§ YOUR ASSIGNMENT
When a line in the entries contains the word "none", copy that line in full.

§ EXERCISE DATA
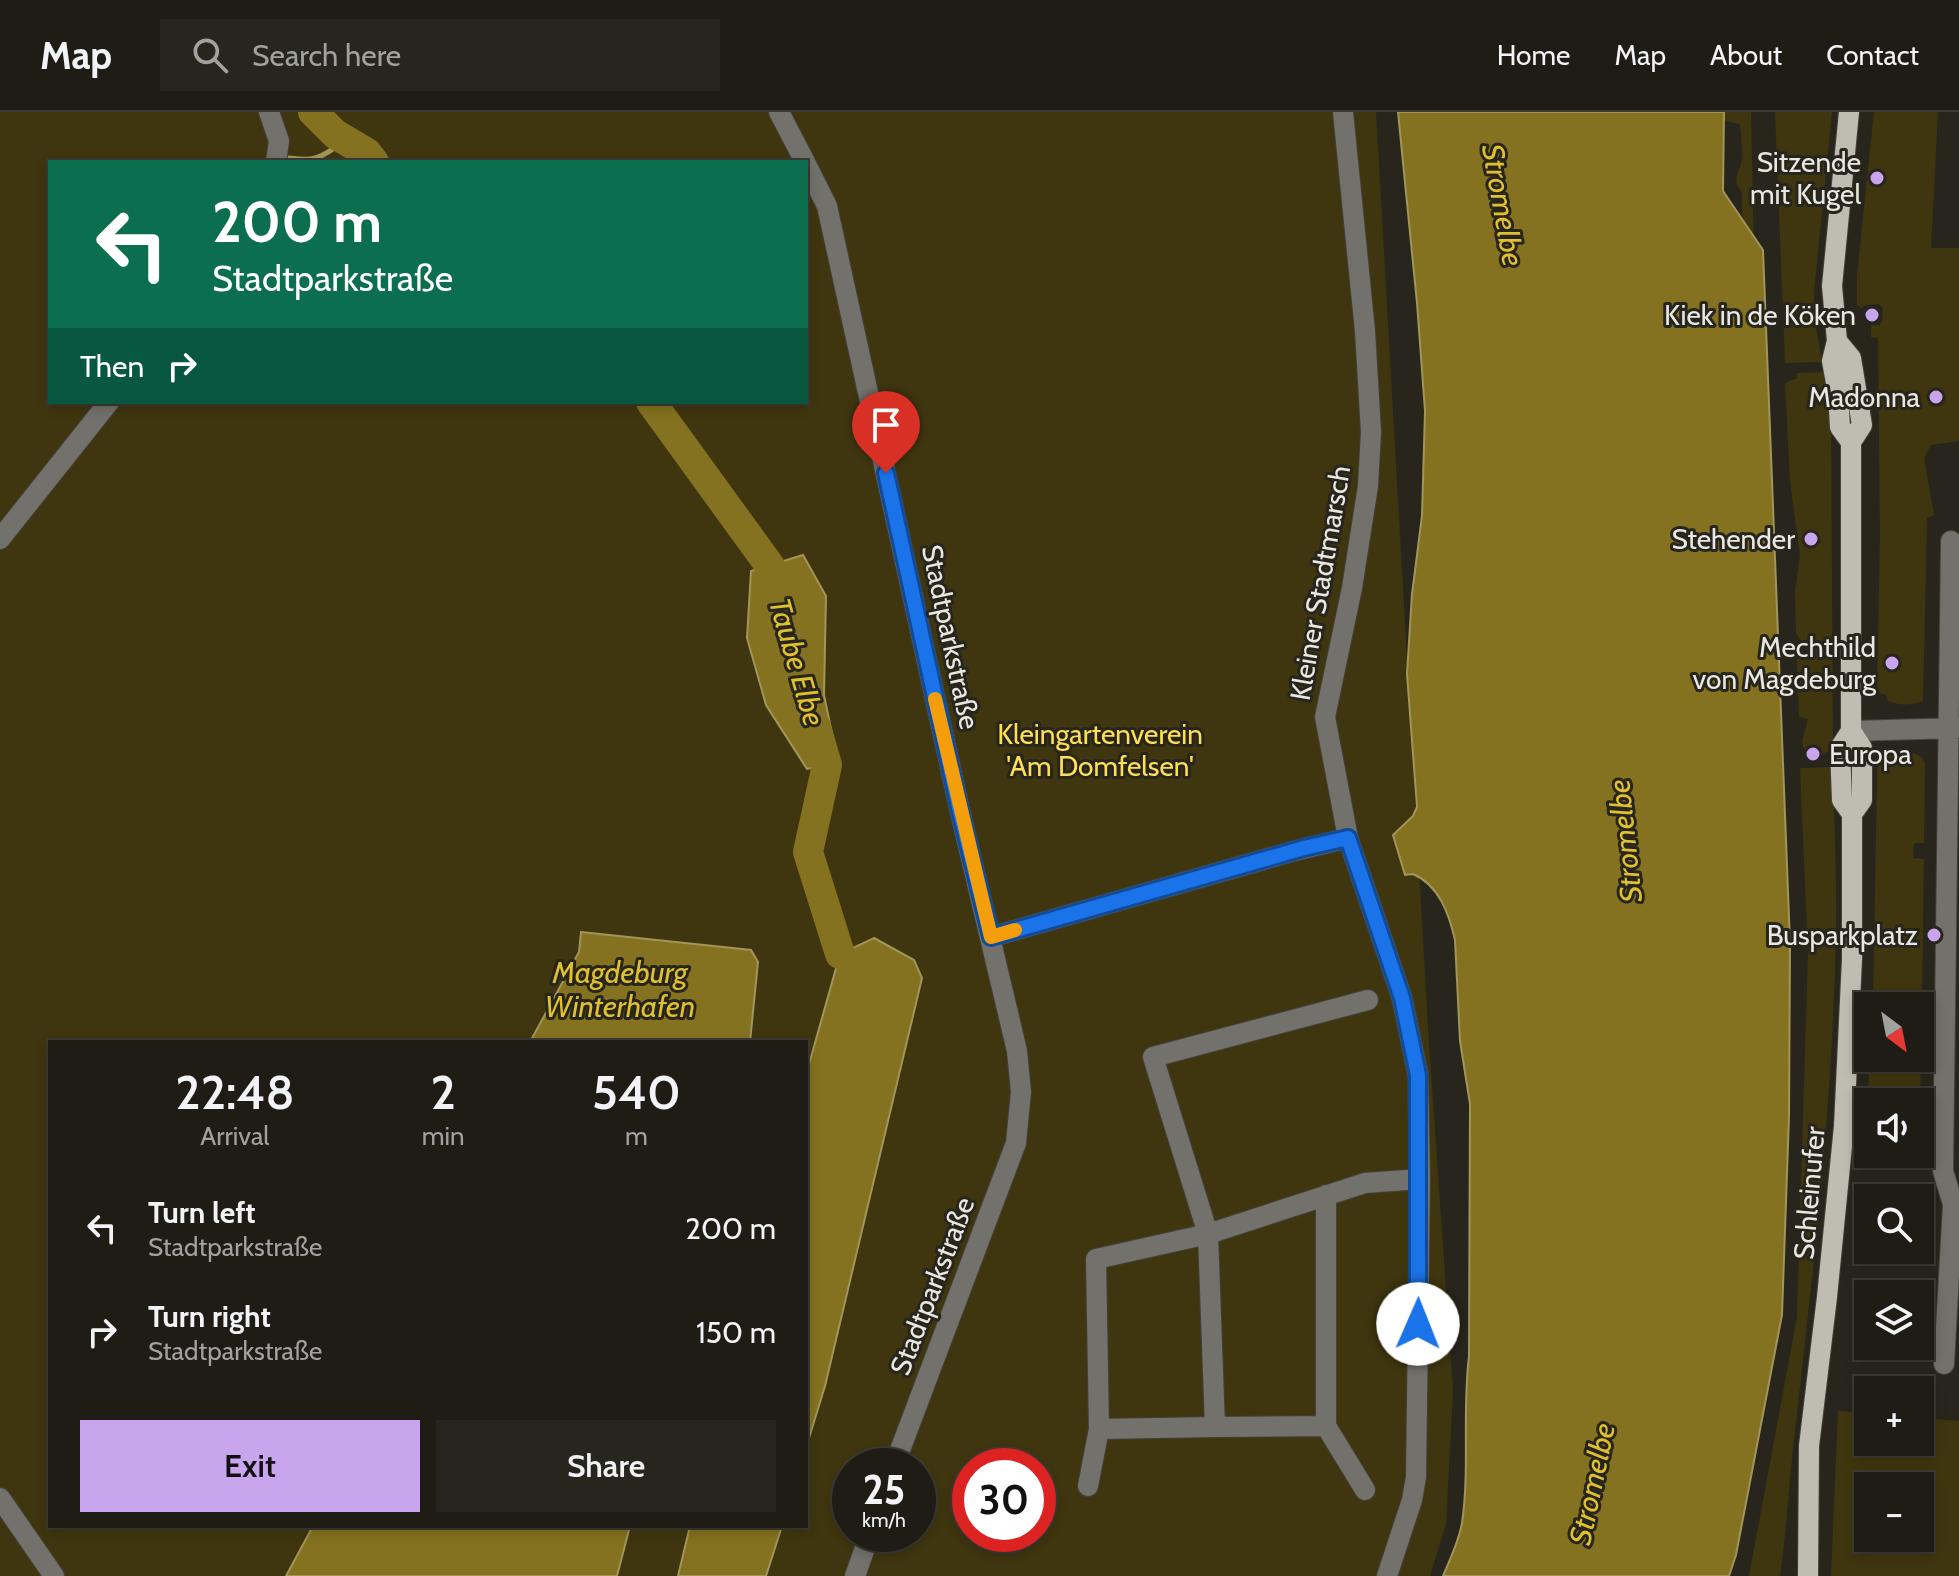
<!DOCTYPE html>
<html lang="en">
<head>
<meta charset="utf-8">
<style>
  body { margin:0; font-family:Cabin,sans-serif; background:#26251e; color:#f1f3f6; height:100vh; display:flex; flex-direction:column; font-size:30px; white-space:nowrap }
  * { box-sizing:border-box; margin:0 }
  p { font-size:26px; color:#a1a1a0 }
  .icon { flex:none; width:44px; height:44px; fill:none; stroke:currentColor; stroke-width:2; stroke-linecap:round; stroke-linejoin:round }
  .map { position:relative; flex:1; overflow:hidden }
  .details { position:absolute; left:48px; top:928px; width:760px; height:488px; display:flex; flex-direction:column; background:#1e1c15; border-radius:0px; box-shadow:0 4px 12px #0003,0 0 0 2px #3c3a34 }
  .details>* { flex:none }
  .hud { position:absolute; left:48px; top:48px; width:760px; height:244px; border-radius:0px; box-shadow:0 4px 12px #0003,0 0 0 2px #3c3a34; background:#0b6e4f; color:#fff; overflow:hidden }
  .needle { width:52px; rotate:148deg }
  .tools { position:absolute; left:1854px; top:880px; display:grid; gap:16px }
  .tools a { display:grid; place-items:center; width:80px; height:80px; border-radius:0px; background:#1e1c15; box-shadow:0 4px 12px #0003,0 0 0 2px #3c3a34; font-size:40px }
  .speed { position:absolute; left:832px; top:1336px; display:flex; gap:16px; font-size:40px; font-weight:700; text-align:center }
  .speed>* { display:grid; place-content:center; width:104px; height:104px; border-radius:50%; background:#1e1c15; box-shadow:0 4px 12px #0003,0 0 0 2px #3c3a34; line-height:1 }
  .speed small { font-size:20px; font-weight:400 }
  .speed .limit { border:12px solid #d22; background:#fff; color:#111 }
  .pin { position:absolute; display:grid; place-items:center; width:68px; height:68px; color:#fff; margin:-82px -34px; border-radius:50% 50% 50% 0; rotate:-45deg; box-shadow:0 0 8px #0007 }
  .pin .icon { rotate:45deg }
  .me { position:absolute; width:88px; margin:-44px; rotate:1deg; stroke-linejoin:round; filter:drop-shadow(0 0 6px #0008) }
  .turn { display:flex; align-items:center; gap:28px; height:168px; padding:0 32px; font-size:36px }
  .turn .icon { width:104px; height:104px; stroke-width:2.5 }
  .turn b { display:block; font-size:56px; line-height:68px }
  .then { display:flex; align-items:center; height:76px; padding:0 32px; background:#0003; gap:16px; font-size:30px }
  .eta { display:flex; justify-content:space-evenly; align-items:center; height:136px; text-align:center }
  .eta b { font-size:48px; font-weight:600; line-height:56px }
  .primary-button { display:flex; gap:16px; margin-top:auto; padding:16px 32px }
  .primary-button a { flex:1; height:92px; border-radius:0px; background:#c9a5ee; color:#111; font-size:32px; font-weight:600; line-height:92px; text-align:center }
  .primary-button a+a { background:#26251e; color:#f1f3f6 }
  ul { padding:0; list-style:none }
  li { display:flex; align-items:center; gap:24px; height:104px; padding:0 32px }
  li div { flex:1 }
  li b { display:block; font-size:30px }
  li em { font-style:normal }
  header { display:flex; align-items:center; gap:48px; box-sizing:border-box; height:112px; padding:0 40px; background:#1e1c15; border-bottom:2px solid #3c3a34 }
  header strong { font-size:38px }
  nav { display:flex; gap:44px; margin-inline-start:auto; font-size:28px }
  .search { width:560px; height:72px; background:#26251e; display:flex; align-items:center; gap:20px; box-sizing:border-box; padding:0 28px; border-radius:0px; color:#a1a1a0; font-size:30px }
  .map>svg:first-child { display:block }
  .green { fill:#3f360f; fill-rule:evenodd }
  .water { fill:#847220; stroke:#a2955a; stroke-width:2 }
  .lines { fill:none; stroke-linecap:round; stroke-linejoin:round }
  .stream { stroke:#a2955a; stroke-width:5 }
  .river { stroke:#847220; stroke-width:30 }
  .minor-casing { stroke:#434138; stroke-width:22 }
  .major-casing { stroke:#434138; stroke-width:22 }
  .minor { stroke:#72716c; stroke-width:20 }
  .major { stroke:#bfbdb2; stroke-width:20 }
  .route-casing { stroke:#114b97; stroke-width:20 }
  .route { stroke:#1a73e8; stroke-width:14 }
  .slow { stroke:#f59e0b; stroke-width:14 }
  .poi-dot { fill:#c9a5ee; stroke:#28261c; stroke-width:3 }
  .labels { text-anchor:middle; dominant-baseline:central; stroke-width:6; stroke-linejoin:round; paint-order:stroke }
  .poi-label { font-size:28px; fill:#e8e7e1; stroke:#28261c; text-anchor:end }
  .street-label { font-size:28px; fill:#e8e7e1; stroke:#28261c }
  .park-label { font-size:28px; fill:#fedf54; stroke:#28261c }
  .water-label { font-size:30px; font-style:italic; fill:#e0c12d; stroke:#28261c }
</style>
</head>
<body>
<header>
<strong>Map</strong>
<div class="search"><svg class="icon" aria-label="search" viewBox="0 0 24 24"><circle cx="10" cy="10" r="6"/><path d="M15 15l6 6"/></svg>Search here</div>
<nav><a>Home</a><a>Map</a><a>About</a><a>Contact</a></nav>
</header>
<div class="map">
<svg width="1959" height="1464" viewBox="0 0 1959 1464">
  <rect width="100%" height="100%" fill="#28261c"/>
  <path class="green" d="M0 0H1376L1428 917 1453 1279 1446 1412 1430 1464H0ZM50 50H806V290H50ZM50 930H806V1414H50ZM850 1354H918V1422H850ZM970 1354H1038V1422H970Z
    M1716 0H1751L1754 146 1742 101V80C1730 67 1740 61 1742 48 1743 37 1741 24 1740 12L1725 9Z
    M1775 0H1832L1814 180 1815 210 1822 250 1785 251Z
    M1874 0H1938L1931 136H1959V329L1931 333 1924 346 1934 403 1927 406 1923 589C1912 593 1900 594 1888 589L1886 583 1877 580 1880 423 1878 226 1871 225V213H1879L1882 210 1883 196 1879 192 1865 193 1862 196 1857 193V163Z
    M1825 260 1831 301 1833 637 1814 646 1806 647 1802 629 1808 607 1799 605 1797 547 1811 546 1796 521 1795 480 1800 443 1790 369 1785 271 1797 266V261Z
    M1887 641C1900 641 1919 636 1925 651L1924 731H1914L1913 746 1924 747 1920 1003V990H1868L1867 994 1870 946H1920V894H1873L1877 665 1878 653Z
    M1833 655C1834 709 1837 764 1836 818 1833 986 1814 1153 1795 1319 1789 1368 1787 1416 1780 1464H1749L1797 1205 1808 840 1800 656Z
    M1838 1299 1868 1301V1330H1920V1306L1959 1309V1464H1831ZM1868 1374H1920V1426H1868Z"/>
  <path class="water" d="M1398 0H1724L1723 79 1763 138 1790 831 1789 1004 1782 1203 1736 1443 1729 1464H1443C1450 1447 1459 1429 1462 1411 1470 1356 1462 1300 1469 1244L1470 992 1460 929 1455 828C1449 802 1439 773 1413 762L1405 763 1393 723 1413 704 1417 695 1407 562 1412 482 1422 404 1425 299 1417 191Z
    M803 443 826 484 824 583 835 636 827 653 807 657 766 593 747 526 751 459Z
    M581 820 751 838 758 850 750 930H530L579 840Z
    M874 826 914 848 922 866 825 1274 806 1336V963L840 842Z
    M313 1414H630L617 1464H286Z
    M690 1414H782L766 1464H678Z"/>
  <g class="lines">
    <path class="stream" d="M282 45C312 50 321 48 344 28"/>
    <path class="river" d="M313 0 335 22 367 41 374 50
      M651 290 770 454 781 492
      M816 615 827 653 808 740 840 842"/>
    <g class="minor-casing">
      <path id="minor" d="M269 0 279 29 276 50
        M779 0 805 50
        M1343 0 1365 219 1371 320 1368 374 1352 476 1325 605 1348 726 1402 886 1418 963 1420 1067 1416 1365 1412 1388 1387 1464
        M806 52 827 94 959 695 1017 939 1021 980 1016 1031 894 1354
        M0 427 109 290
        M1851 619 1959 616
        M991 825 1294 739 1348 726
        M1844 1014 1868 1017
        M1920 1022 1943 1025
        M1326 1083V1314
        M1944 1252 1953 1092 1943 1059 1951 429
        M1099 1317 1215 1315
        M1088 1374 1099 1317 1096 1147 1208 1122 1365 1071 1420 1067
        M1365 1378 1326 1314 1215 1315 1208 1122 1153 945 1368 888
        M0 1386 54 1464
        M855 1464 870 1422"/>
    </g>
    <g class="major-casing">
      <path id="major" d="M1849 0 1832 174 1837 229 1832 249 1838 282 1840 315 1851 330
        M1851 619 1862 636V688L1852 702
        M1808 1464 1809 1334 1827 1185 1844 1014 1852 847V702L1842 688 1840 636 1851 619V330L1862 313 1851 246 1837 229"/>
    </g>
    <use href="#minor" class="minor"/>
    <use href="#major" class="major"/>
  </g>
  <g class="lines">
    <g class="route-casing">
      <path id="route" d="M886 361 959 695 991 825 1304 736 1348 726 1402 886 1418 963V1212"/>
    </g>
    <use href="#route" class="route"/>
    <path class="slow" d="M935 587 991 825 1015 818"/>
  </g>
  <g class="poi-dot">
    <circle cx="1877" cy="66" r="8"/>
    <circle cx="1872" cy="203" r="8"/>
    <circle cx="1936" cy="285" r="8"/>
    <circle cx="1811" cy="427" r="8"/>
    <circle cx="1892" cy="551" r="8"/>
    <circle cx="1813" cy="642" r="8"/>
    <circle cx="1934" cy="823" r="8"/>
  </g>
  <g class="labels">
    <g class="poi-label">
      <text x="1861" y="50">Sitzende<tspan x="1861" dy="32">mit Kugel</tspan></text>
      <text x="1856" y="203">Kiek in de Köken</text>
      <text x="1920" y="285">Madonna</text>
      <text x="1795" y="427">Stehender</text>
      <text x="1876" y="535">Mechthild<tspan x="1876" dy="32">von Magdeburg</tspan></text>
      <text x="1829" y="642" text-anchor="start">Europa</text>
      <text x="1918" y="823">Busparkplatz</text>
    </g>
    <g class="street-label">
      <text transform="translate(1320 471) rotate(-80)">Kleiner Stadtmarsch</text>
      <text transform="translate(951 525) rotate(78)">Stadtparkstraße</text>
      <text transform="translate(1809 1081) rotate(-85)">Schleinufer</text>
      <text transform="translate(932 1174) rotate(-69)">Stadtparkstraße</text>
    </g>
    <g class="park-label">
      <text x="1100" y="622">Kleingartenverein<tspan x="1100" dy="32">'Am Domfelsen'</tspan></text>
    </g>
    <g class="water-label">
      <text transform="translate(1503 93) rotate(80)">Stromelbe</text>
      <text transform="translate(797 550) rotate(74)">Taube Elbe</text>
      <text transform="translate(1625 729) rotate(-96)">Stromelbe</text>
      <text x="620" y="860">Magdeburg<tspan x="620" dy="34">Winterhafen</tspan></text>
      <text transform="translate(1592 1372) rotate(-78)">Stromelbe</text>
    </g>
  </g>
</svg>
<div class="tools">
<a><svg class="needle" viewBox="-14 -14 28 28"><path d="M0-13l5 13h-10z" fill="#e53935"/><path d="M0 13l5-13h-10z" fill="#a1a1a0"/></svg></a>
<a><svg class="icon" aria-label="sound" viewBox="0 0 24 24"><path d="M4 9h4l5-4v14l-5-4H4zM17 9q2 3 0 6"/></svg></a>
<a><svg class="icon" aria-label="search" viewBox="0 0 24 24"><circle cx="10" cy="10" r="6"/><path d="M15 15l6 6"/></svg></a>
<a><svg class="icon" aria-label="layers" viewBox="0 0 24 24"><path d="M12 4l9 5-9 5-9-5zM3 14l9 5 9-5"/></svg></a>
<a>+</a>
<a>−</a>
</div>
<div class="speed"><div>25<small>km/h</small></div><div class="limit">30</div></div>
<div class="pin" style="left:886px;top:361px;background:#d93025"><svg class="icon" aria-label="arrive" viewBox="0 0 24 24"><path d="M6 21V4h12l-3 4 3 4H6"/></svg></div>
<svg class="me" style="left:1418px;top:1212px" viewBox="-20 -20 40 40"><circle r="19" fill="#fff"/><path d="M0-13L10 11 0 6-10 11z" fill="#1a73e8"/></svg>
<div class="hud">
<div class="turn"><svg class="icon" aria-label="left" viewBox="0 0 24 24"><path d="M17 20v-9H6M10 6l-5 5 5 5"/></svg><div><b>200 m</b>Stadtparkstraße</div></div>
<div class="then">Then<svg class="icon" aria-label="right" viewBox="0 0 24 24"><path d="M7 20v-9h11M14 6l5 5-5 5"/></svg></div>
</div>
<section class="details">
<div class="eta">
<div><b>22:48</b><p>Arrival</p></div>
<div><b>2</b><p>min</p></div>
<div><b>540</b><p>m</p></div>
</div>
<ul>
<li><svg class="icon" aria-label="left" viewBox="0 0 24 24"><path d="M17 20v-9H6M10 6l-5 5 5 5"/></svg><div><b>Turn left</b><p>Stadtparkstraße</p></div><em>200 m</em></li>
<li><svg class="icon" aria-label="right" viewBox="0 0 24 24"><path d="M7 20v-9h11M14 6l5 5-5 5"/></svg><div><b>Turn right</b><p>Stadtparkstraße</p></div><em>150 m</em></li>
</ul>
<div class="primary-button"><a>Exit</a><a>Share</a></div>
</section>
</div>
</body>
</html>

§ EXERCISE RESULT
  .icon { flex:none; width:44px; height:44px; fill:none; stroke:currentColor; stroke-width:2; stroke-linecap:round; stroke-linejoin:round }
  .details>* { flex:none }
  ul { padding:0; list-style:none }
  .lines { fill:none; stroke-linecap:round; stroke-linejoin:round }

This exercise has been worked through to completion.